L’établissement d’un apprentissage associatif entre des éléments du contexte, la disponibilité de la drogue et la réponse comportementale requise pour y accéder est un élément clé dans la mise en place de l’addiction. Ainsi, une base commune à ces modèles est leur capacité à reproduire le renforcement qu’exerce la drogue sur certaines réponses comportementales favorisant l’accès à cette dernière. Un autre intérêt majeur des modèles animaux est qu’ils offrent la possibilité d’étudier la transition d’un état naïf vers la consommation compulsive au contraire des études cliniques qui impliquent des individus déjà engagés dans la pathologie (Robbins and Everitt, 2002)
Le modèle d’auto-administration est un test de conditionnement opérant qui utilise les propriétés motivationnelles des drogues comme renforcement positif. Les récompenses naturelles comme les drogues ont la propriété de favoriser les réponses comportementales qui permettent leur obtention du fait notamment de la valeur positive qui leur est associée (Cardinal and Everitt, 2004). Ce protocole modélise la capacité à mémoriser et reproduire une séquence motrice favorisée par l’association entre la tâche comportementale et sa conséquence hédonique. Dans ce protocole opérant, l’animal déclenche volontairement l’administration de la drogue en réalisant une tâche comportementale précise telle qu’une pression sur un levier ou le positionnement de son museau dans un trou. La drogue est délivrée soit par voie intraveineuse au travers d’un cathéter soit par voie intra-crâniale par infusion dans une canule. Les drogues que les animaux s’auto-administrent correspondent à celles qui ont un haut potentiel addictif chez l’Homme et l’auto-administration est ainsi considérée comme un modèle prédictif du potentiel d’abus d’une drogue (Collins et al., 1984a). Ce test permet d’analyser différentes phases du processus d’addiction, des plus précoces avec la transition d’un état naïf vers une consommation compulsive, jusqu’aux altérations comportementales à très long terme observées dans la rechute. Dans ce test, l’évaluation de la réponse chez des rats a permis de modéliser la plupart des critères cliniques qui définissent l’addiction. Les sujets présentent une difficulté à limiter la consommation de la drogue et ne parviennent pas à stopper le comportement conditionné en l’absence de drogue.

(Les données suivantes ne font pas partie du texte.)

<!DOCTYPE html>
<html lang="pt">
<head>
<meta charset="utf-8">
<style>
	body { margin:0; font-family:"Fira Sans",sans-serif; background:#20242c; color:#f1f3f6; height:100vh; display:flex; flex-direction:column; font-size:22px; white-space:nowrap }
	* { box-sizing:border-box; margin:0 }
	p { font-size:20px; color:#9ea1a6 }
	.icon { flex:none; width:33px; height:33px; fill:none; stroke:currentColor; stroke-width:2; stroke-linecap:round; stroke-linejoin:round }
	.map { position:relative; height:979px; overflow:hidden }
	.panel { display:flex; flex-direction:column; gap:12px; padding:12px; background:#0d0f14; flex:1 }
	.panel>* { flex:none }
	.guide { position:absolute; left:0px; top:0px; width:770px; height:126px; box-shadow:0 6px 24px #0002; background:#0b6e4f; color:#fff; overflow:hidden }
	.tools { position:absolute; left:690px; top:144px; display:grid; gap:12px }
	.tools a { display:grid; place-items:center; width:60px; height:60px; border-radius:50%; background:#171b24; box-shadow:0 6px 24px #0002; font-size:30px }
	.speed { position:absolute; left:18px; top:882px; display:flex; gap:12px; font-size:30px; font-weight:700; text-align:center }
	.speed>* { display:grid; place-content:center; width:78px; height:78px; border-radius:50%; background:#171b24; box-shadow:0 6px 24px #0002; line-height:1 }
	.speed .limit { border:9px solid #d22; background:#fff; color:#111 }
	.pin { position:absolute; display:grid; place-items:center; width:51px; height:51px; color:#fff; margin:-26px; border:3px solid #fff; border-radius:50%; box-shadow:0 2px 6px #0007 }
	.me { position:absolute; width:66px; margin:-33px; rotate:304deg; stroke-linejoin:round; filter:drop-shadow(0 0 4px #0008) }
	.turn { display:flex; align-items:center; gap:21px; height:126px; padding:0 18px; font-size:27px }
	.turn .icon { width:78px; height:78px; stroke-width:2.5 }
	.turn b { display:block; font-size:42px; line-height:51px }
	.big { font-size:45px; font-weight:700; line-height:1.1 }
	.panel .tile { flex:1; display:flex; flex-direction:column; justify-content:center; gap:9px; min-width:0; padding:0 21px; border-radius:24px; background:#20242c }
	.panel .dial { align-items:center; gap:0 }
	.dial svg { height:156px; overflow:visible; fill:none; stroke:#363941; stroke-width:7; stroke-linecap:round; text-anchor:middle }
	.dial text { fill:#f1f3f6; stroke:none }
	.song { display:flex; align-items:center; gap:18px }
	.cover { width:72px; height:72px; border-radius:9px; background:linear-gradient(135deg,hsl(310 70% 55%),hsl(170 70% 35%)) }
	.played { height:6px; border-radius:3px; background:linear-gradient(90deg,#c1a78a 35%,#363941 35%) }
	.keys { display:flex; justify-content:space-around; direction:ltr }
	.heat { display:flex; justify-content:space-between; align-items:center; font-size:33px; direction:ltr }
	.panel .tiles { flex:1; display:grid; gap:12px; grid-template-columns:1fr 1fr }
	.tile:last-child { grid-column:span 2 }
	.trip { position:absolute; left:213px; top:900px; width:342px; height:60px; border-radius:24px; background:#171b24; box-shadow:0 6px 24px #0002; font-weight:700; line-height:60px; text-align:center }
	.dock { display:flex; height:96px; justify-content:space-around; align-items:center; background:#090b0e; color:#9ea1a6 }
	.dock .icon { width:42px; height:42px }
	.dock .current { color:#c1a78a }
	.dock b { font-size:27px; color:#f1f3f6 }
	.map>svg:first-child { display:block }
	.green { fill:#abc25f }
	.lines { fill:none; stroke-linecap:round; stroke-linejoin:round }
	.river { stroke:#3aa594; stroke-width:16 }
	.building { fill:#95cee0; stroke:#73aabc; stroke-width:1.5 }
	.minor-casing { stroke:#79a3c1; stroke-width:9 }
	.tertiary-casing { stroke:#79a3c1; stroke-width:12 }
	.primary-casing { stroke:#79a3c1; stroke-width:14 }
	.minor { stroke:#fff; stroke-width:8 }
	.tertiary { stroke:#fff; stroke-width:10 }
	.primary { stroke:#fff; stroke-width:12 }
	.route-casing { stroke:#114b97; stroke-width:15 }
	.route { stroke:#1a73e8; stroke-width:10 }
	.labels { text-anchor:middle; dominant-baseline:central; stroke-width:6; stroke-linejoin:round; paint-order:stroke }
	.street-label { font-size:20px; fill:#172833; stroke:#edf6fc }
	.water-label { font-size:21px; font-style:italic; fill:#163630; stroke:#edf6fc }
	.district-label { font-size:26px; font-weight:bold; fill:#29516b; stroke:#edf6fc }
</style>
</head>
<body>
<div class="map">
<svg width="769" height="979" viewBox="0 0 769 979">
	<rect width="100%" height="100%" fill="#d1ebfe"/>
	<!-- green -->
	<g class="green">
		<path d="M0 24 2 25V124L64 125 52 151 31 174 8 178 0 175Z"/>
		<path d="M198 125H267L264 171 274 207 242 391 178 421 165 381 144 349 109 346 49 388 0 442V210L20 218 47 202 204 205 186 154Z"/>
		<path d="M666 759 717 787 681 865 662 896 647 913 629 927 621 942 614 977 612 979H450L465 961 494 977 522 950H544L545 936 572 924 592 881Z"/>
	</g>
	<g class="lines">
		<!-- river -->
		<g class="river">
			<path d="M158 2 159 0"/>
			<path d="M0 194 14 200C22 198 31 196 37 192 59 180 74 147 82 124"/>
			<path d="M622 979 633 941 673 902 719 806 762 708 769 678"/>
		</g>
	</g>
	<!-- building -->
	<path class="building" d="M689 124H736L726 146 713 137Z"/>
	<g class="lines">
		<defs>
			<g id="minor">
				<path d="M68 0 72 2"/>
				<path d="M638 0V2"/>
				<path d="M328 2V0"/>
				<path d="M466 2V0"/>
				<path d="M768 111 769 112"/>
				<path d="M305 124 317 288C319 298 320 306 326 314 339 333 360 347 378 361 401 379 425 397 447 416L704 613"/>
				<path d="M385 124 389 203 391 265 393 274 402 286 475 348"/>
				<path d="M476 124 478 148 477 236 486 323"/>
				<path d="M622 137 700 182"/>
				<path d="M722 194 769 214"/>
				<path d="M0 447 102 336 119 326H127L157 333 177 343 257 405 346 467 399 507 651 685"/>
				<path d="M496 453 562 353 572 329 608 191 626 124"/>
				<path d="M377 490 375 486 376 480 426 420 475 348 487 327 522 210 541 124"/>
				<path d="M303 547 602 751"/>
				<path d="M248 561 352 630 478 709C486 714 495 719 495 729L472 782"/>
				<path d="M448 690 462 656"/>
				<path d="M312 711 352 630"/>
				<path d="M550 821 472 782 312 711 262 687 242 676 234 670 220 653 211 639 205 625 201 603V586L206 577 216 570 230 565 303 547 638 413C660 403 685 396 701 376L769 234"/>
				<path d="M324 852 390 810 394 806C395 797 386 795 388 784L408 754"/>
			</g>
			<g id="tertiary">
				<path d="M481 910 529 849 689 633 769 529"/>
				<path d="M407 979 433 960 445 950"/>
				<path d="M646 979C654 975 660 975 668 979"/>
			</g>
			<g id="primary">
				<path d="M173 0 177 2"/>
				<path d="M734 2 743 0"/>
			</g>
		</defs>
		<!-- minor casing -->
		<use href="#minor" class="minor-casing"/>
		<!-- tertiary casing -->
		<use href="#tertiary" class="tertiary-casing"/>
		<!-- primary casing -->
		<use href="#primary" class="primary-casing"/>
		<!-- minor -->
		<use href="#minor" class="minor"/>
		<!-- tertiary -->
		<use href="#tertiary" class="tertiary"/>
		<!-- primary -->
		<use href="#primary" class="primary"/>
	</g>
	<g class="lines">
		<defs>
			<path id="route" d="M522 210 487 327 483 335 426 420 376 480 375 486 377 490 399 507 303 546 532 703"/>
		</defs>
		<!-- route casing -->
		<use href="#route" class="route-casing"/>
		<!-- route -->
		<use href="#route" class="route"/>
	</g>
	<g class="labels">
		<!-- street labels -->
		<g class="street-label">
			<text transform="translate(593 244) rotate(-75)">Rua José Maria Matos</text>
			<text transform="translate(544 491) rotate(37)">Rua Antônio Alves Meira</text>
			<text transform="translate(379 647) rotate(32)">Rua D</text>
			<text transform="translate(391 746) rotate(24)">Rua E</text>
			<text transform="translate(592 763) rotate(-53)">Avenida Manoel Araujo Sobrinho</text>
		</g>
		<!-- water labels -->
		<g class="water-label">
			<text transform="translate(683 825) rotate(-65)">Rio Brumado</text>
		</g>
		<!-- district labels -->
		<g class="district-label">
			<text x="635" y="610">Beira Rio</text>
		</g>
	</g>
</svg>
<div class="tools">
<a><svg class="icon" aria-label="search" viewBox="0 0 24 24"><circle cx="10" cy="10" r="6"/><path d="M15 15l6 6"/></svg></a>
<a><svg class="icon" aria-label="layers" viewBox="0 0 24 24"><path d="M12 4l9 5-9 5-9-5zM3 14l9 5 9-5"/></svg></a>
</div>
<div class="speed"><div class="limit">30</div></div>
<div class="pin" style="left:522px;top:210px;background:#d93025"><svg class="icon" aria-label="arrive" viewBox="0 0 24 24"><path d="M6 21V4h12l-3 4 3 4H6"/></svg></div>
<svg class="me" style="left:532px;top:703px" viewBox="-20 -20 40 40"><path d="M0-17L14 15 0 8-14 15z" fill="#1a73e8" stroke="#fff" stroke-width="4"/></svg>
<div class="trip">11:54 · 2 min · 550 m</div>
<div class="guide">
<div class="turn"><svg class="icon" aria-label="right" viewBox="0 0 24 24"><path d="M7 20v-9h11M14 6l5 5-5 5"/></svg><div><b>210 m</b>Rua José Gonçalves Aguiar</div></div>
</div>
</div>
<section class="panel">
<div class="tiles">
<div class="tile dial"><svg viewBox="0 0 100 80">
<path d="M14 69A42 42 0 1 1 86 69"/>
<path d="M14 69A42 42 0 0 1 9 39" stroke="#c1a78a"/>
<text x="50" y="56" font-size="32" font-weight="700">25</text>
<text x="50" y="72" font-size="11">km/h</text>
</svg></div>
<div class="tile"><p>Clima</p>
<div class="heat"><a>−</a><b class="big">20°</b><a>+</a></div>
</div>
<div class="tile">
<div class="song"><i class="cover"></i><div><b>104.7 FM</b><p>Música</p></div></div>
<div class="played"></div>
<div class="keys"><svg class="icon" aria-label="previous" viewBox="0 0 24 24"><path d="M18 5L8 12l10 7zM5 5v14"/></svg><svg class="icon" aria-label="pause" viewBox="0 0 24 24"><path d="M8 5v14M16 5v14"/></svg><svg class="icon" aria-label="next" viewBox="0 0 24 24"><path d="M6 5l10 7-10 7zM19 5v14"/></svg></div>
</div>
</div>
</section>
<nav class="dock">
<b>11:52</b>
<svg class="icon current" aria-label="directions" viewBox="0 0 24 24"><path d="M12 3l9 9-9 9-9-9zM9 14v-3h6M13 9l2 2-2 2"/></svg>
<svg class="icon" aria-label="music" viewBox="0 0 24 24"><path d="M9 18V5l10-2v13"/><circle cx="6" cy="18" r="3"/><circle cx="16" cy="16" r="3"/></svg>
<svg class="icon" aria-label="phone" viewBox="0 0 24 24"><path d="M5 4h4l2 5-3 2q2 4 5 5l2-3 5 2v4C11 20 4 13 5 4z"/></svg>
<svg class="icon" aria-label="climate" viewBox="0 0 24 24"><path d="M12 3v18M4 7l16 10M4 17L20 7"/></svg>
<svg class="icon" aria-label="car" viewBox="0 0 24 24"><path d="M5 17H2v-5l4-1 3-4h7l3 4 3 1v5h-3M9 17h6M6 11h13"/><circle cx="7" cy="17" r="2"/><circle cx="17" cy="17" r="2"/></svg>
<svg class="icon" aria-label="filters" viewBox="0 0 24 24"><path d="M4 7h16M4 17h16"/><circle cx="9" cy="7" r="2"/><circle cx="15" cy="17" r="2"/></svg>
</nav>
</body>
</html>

L’augmentation progressive de l’effort requis pour obtenir la drogue permet de mesurer la motivation de l’animal à consommer la substance. La poursuite de la consommation en présence d’un stimulus douloureux associé à la drogue reflète l’incapacité à stopper la drogue en dépit de ses conséquences néfastes. Enfin, la propension à la rechute est évaluée par la réexposition à des indices contextuels associés à la drogue après une longue période d’abstinence. Ce protocole opérant dans lequel l’animal s’administre lui-même la drogue permet également de modéliser la variabilité interindividuelle en termes de vulnérabilité et de mesurer la proportion de sujets qui basculent vers un comportement addictif (DerocheGamonet et al., 2004).